-- Records supplied follows --
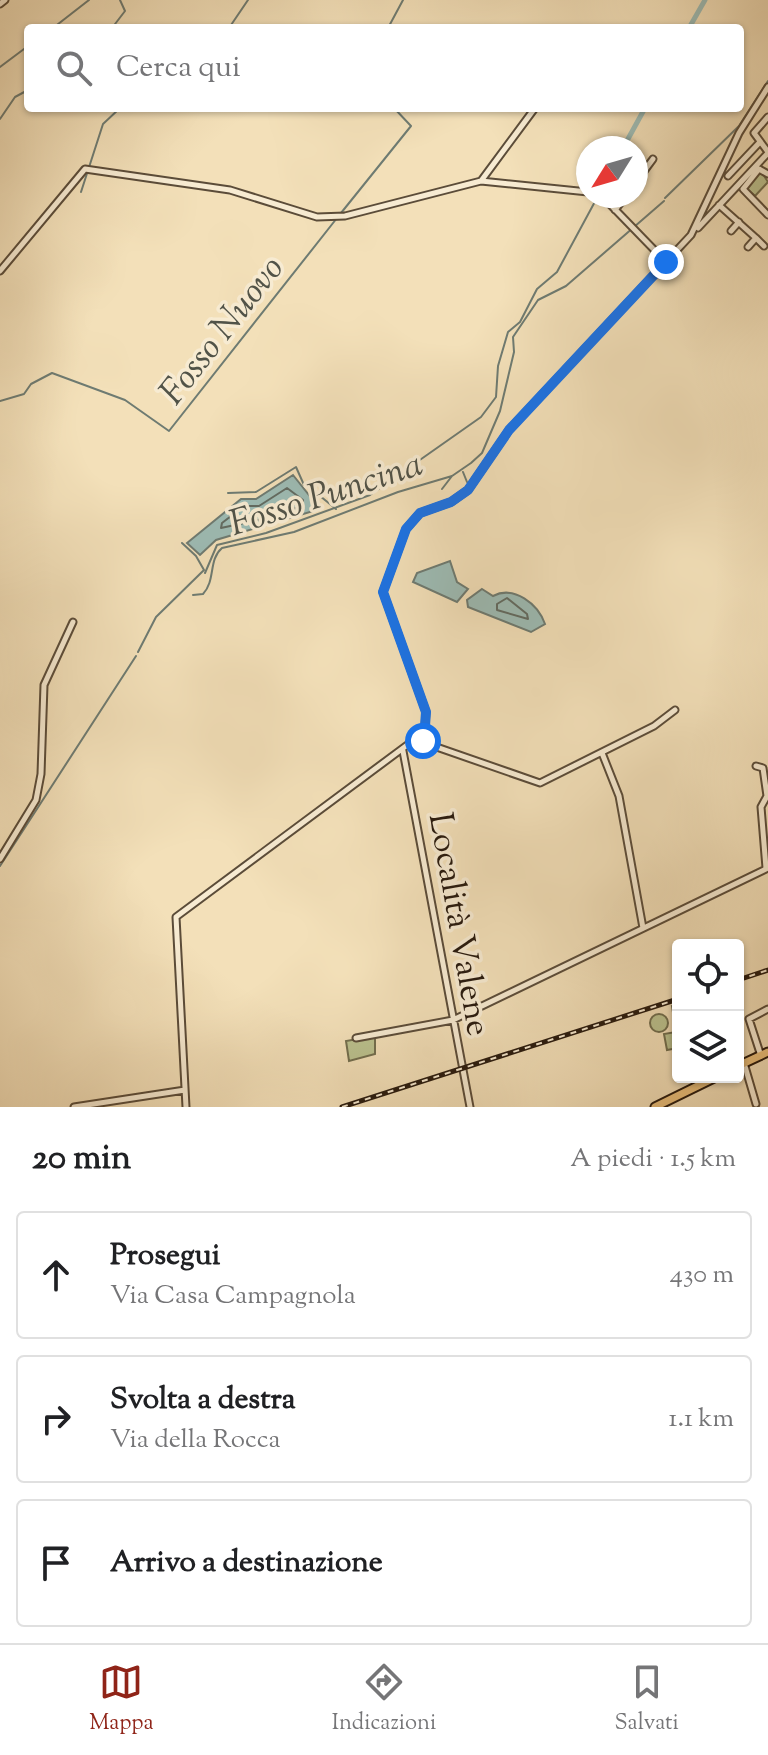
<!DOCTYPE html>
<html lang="it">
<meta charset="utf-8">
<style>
body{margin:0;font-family:"Sorts Mill Goudy",serif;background:#f2f2f2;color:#202124}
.controls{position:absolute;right:24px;bottom:24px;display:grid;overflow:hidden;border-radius:8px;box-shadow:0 2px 6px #0004}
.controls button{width:72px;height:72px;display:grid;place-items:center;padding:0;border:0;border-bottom:2px solid #e0e0e0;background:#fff;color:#202124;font:40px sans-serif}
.compass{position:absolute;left:576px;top:136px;width:72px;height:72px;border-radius:50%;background:#fff;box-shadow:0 2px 6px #0004;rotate:233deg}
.stop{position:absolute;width:24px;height:24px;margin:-18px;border:6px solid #1a73e8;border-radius:50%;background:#fff}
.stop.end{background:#1a73e8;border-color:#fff;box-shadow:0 2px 8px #0008}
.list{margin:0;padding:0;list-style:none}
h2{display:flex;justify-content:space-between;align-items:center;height:104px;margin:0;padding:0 32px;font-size:34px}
h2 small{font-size:26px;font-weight:400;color:#757577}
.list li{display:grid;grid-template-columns:52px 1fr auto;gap:24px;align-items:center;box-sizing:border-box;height:128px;margin:0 16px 16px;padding:0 16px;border:2px solid #e0e0e0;border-radius:8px}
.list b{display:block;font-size:30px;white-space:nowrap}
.list p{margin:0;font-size:26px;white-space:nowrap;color:#757577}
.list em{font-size:26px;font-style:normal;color:#757577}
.icon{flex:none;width:44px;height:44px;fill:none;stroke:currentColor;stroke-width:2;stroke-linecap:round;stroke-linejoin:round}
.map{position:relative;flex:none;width:768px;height:1107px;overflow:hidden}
.search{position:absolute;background:#fff;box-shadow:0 2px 6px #0004;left:24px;right:24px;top:24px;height:88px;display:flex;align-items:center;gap:20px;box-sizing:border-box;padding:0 28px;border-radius:8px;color:#757577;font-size:30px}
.sheet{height:536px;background:#fff}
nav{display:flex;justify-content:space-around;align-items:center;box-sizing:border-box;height:112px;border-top:2px solid #e0e0e0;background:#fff;font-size:22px;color:#757577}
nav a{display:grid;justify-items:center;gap:4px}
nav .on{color:#8f2418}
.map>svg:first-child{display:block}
.green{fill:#bbc28f;stroke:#726e4e;stroke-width:2}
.water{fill:#9dbcb5;stroke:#6e7b72;stroke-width:2}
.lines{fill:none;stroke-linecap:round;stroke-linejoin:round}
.shore{stroke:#626b62;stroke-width:2}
.stream{stroke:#6e7b72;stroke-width:2}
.river{stroke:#9dbcb5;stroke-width:5}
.minor-casing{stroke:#5b4c39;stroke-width:9}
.major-casing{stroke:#281a0e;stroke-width:11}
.minor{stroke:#f7ebd2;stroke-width:5}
.major{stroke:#eac07c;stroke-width:7}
.rail-casing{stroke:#281a0e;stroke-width:5}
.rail{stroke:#f7ebd2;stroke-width:2;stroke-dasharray:6;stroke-linecap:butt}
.route{stroke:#1a73e8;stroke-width:10}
.labels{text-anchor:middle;stroke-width:7;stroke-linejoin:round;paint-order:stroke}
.street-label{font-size:34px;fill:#281a0e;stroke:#f7ebd2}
.water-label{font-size:36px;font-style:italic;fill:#515348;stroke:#f7ebd2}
</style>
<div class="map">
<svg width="768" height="1107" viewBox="0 0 768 1107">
<rect width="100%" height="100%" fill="#f3e0b9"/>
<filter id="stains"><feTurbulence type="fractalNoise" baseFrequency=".0025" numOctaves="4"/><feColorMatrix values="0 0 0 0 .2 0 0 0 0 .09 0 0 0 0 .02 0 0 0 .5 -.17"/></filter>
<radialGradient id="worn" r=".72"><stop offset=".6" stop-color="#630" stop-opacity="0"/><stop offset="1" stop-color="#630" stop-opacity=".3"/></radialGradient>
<path class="green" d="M761,171L768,182L755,196L745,187Z
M678,1005V1048L667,1050L664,1034L676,1032L672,1006Z
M650 1023a9 9 0 1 1 18 0a9 9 0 1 1-18 0Z
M375,1036V1054L349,1061L346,1041Z"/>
<path class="water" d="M293,475L320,509L216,540L200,555L187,543L241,499H256Z
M450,561L457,582L468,589L457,602L413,582L417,573Z
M482,589L493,596C514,585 538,604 545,624L531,632L468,607L467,600Z"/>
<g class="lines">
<path class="shore" d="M287,488L303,500V505L276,516L221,528L222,523L244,506H259Z
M507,598L527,614L528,619L497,610V604Z"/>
<path class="stream" d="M53,28L89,0
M112,28L125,11L120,0
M229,28L248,0
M388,28L403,0
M0,67L28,46
M0,119L15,97L28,90
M81,192L103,124L120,108
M665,198L739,126L768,81
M341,213L411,126L394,108
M0,401L24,394L31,384L52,373L125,400L169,431L337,218
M463,472L467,482
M309,487L336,509
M442,489L452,476
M228,493L256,492L296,467L304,485
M205,573L217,545L266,533L370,495L481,417L496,397L498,366L508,332L520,322L537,289L557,272L598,196
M193,595L203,594C216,580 208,560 222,548L294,532L398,492L452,476L471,463L482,453L500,411L514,352L513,337L538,300L566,286L664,201
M138,652L156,617L204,570L196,556L182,543
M0,866L136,656"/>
<path class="river" d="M689,28L705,0
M623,148L645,108"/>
<defs>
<path id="minor" d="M0,4L5,0
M768,117L754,133L768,152
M768,174L759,169L743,189L768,215
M728,176L760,142
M481,181L535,108
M636,182L653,159
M602,196L666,262
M719,205L756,238L748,247
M615,210L626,196
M698,228L768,153
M731,231L739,222
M756,238L764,246
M0,271L85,169L230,190L317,217L345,216L481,181L588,192
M418,737L425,743L540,783L654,726L675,710
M403,751L470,1107
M602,753L619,796L643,928
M756,766L763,768L767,796L761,807L766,868
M0,859L36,800L41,774L44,685L73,622
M356,1038L453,1020L768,868
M761,1056L749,1019L768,1009
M744,1063L756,1104
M74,1107L185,1090
M186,1107L176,917L418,737L425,726L426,712L383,592L406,529L420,513L451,502L468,490L509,430L691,235L739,133L768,87"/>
<path id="major" d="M738,1066L768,1052
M655,1107L716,1077"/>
</defs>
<use href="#minor" class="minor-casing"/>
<use href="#major" class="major-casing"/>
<use href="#minor" class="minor"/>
<use href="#major" class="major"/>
<defs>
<path id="rail" d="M738,980L768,970
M342,1107L678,999"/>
</defs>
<use href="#rail" class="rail-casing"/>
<use href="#rail" class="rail"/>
</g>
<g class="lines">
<path class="route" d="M423,741L418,737L425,726L426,712L383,592L406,529L420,513L451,502L468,490L509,430L666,262"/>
</g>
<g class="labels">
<g class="street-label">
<text transform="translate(461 924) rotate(80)" y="12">Località Valene</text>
</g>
<g class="water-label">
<text transform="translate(220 329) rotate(-52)" y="13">Fosso Nuovo</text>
<text transform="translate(325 492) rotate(-18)" y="13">Fosso Puncina</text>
</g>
</g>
<rect width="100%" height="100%" filter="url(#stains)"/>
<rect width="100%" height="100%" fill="url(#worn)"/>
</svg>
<div class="controls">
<button><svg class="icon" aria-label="locate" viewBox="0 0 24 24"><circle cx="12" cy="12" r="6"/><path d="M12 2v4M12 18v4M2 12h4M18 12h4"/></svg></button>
<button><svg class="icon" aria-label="layers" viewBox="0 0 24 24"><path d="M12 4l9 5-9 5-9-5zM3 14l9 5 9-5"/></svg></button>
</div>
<svg class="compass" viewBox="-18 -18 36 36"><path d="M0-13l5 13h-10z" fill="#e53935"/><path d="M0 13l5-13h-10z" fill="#757577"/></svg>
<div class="stop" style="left:423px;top:741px"></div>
<div class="stop end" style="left:666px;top:262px"></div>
<div class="search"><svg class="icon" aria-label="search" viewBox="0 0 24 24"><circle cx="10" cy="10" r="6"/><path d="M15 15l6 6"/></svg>Cerca qui</div>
</div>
<section class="sheet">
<h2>20 min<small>A piedi · 1.5 km</small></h2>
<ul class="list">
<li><svg class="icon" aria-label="ahead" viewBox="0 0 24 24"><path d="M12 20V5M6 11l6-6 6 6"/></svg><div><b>Prosegui</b><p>Via Casa Campagnola</p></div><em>430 m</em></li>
<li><svg class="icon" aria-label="right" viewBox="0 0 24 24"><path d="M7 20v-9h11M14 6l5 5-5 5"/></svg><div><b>Svolta a destra</b><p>Via della Rocca</p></div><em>1.1 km</em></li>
<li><svg class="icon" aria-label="arrive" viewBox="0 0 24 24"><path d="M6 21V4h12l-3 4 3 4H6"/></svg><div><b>Arrivo a destinazione</b></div></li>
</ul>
</section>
<nav>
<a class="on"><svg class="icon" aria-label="map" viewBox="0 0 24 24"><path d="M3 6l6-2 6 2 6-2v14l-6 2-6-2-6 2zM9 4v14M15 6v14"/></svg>Mappa</a>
<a><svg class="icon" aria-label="directions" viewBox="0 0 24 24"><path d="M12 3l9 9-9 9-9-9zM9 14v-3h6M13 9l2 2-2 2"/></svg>Indicazioni</a>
<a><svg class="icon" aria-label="saved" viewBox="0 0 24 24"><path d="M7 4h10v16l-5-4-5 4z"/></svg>Salvati</a>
</nav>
-- Records supplied concluded --
**Assigned task**
Among the entries, find each line that includes the string "worn" and copy it.

**Output for this exercise**
<radialGradient id="worn" r=".72"><stop offset=".6" stop-color="#630" stop-opacity="0"/><stop offset="1" stop-color="#630" stop-opacity=".3"/></radialGradient>
<rect width="100%" height="100%" fill="url(#worn)"/>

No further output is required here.